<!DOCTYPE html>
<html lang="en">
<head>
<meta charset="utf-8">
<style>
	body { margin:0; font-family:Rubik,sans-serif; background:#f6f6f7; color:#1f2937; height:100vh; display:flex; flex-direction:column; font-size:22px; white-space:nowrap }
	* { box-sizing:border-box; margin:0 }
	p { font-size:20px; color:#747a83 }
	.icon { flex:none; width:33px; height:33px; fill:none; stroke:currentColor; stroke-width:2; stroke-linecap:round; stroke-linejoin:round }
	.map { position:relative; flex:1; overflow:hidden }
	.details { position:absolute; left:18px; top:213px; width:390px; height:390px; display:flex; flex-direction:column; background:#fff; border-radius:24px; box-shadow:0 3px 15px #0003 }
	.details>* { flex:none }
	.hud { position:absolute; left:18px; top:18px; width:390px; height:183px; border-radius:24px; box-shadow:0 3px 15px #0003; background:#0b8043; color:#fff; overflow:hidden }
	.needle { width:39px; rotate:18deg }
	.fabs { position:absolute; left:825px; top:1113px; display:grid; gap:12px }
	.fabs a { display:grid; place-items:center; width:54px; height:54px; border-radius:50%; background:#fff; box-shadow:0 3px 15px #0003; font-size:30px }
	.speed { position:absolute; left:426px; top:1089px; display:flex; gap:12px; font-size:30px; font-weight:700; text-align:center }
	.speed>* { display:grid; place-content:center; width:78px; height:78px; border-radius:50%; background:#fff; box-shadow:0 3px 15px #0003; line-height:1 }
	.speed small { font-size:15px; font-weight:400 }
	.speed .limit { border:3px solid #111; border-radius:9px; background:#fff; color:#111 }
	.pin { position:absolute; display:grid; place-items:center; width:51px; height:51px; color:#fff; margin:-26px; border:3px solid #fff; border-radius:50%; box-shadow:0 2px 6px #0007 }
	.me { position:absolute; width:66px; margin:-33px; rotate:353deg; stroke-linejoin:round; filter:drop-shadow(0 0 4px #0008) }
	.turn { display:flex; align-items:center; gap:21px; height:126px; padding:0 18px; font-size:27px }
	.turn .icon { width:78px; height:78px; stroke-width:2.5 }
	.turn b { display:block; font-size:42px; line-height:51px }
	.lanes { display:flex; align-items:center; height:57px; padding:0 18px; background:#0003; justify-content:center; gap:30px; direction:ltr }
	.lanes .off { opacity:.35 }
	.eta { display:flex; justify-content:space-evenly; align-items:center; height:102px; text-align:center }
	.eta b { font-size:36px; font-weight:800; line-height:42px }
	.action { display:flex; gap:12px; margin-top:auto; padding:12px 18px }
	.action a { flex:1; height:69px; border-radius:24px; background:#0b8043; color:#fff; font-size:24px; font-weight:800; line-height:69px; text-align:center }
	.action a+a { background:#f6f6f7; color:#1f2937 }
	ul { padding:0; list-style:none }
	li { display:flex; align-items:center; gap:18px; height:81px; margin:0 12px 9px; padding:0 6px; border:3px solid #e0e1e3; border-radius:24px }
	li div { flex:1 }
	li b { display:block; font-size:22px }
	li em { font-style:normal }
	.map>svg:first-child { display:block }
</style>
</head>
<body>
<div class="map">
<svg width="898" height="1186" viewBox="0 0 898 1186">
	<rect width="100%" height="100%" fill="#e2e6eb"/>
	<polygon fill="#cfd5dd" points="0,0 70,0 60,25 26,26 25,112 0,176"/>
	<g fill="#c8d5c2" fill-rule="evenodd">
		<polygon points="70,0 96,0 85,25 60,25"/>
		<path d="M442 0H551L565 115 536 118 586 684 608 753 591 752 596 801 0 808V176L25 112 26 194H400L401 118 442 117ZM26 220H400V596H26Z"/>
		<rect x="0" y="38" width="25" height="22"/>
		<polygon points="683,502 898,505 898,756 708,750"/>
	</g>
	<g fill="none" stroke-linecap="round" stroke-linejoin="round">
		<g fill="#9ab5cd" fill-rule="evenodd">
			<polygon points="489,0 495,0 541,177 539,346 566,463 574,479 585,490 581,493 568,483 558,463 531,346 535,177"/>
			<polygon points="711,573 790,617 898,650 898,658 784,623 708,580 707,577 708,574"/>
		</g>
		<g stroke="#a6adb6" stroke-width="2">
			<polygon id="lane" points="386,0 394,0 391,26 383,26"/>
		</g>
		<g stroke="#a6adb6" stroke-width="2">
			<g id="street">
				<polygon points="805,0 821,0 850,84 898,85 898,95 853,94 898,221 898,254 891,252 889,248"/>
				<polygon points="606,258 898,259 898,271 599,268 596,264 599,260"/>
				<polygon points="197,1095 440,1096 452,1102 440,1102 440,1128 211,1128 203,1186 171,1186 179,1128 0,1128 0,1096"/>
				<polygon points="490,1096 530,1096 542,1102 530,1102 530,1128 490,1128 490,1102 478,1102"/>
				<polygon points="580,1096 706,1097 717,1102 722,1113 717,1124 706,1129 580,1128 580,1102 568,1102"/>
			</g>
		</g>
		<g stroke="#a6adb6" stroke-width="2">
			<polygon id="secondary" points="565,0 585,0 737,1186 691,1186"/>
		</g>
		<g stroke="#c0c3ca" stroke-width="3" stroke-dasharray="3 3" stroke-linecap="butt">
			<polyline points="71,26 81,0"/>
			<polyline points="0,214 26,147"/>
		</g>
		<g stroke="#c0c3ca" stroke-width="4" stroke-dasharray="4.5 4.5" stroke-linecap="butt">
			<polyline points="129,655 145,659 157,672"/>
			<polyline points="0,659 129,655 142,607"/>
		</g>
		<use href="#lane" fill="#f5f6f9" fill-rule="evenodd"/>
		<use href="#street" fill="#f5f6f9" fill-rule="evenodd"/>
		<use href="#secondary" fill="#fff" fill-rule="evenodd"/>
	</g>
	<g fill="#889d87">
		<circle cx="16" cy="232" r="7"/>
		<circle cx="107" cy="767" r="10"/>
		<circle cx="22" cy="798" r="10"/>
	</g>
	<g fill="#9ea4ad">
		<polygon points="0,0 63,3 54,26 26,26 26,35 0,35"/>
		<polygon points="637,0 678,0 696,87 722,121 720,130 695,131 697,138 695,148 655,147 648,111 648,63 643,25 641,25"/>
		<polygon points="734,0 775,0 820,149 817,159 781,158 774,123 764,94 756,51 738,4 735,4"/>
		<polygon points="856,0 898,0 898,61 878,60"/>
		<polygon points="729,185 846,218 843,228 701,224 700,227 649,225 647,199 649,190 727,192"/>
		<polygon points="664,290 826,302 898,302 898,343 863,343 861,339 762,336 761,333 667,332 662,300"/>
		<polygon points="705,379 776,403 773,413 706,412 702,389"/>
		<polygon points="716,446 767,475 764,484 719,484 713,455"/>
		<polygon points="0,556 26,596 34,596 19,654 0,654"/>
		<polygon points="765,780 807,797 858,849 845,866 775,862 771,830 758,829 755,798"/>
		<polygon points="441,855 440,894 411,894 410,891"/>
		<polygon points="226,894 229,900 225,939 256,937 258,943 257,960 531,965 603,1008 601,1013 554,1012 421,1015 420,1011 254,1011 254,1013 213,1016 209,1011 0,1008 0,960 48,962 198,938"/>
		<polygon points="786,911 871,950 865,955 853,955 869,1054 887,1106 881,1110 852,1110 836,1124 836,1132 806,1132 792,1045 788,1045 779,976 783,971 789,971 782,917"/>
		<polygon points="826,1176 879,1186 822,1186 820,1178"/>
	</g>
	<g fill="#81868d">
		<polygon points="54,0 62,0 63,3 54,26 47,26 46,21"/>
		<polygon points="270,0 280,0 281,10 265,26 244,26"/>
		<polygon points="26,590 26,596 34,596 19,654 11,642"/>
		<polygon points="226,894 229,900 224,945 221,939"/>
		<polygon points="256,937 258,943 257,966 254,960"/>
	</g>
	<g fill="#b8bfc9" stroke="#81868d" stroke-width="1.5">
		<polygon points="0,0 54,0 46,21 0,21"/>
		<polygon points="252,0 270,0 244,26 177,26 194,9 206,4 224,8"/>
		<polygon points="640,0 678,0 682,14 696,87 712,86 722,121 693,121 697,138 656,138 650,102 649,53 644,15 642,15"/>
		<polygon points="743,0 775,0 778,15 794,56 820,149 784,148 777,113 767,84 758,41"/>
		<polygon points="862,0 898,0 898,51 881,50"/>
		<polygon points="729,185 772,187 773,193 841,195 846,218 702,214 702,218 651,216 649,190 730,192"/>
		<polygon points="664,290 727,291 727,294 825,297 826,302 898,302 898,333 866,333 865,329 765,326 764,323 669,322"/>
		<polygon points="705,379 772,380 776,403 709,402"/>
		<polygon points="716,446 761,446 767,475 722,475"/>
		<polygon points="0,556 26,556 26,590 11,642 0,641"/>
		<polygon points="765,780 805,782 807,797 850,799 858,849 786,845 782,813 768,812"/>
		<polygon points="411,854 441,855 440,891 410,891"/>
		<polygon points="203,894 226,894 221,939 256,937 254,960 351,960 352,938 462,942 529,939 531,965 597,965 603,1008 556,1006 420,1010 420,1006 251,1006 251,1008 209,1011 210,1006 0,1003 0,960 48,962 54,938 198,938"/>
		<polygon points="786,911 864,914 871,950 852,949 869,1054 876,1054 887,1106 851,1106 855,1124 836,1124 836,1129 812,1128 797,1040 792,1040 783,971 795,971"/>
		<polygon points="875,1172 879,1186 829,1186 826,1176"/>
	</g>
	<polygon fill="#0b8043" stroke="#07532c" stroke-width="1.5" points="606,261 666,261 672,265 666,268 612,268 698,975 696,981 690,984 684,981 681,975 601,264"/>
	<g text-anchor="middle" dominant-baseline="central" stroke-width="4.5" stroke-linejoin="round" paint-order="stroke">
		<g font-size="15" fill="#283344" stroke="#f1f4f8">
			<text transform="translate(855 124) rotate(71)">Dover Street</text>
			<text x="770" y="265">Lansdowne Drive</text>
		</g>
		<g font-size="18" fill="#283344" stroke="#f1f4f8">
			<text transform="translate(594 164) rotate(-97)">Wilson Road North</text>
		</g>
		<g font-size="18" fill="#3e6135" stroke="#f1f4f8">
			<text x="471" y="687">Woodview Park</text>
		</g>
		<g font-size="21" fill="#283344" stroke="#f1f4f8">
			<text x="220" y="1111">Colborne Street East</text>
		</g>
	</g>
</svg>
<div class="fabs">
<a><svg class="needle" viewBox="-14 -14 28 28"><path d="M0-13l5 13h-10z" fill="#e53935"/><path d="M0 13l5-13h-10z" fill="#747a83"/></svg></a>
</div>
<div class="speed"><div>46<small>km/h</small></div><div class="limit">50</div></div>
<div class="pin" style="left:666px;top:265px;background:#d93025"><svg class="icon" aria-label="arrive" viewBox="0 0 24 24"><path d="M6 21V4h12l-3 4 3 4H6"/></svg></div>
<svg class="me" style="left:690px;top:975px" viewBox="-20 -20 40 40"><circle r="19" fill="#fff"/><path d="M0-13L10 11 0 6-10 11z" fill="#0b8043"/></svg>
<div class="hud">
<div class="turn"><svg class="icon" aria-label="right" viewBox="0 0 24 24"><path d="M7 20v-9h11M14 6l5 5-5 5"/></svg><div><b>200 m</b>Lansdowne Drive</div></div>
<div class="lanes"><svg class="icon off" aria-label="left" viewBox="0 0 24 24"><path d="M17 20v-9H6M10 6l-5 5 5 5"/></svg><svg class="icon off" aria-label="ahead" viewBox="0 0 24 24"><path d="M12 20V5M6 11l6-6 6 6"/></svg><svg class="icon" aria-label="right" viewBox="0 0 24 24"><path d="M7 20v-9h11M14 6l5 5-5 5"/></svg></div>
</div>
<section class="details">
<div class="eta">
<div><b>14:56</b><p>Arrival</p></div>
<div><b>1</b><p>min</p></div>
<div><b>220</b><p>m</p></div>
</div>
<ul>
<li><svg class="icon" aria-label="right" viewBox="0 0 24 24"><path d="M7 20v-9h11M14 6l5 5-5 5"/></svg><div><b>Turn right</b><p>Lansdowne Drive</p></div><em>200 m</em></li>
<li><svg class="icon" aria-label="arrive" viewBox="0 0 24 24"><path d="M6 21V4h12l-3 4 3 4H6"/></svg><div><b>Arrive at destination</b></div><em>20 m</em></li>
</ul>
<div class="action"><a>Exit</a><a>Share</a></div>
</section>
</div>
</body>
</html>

________________________________________

**Exercise aim:** Search the material above for the word "column", then copy each line that holds it.

**Response:**
	body { margin:0; font-family:Rubik,sans-serif; background:#f6f6f7; color:#1f2937; height:100vh; display:flex; flex-direction:column; font-size:22px; white-space:nowrap }
	.details { position:absolute; left:18px; top:213px; width:390px; height:390px; display:flex; flex-direction:column; background:#fff; border-radius:24px; box-shadow:0 3px 15px #0003 }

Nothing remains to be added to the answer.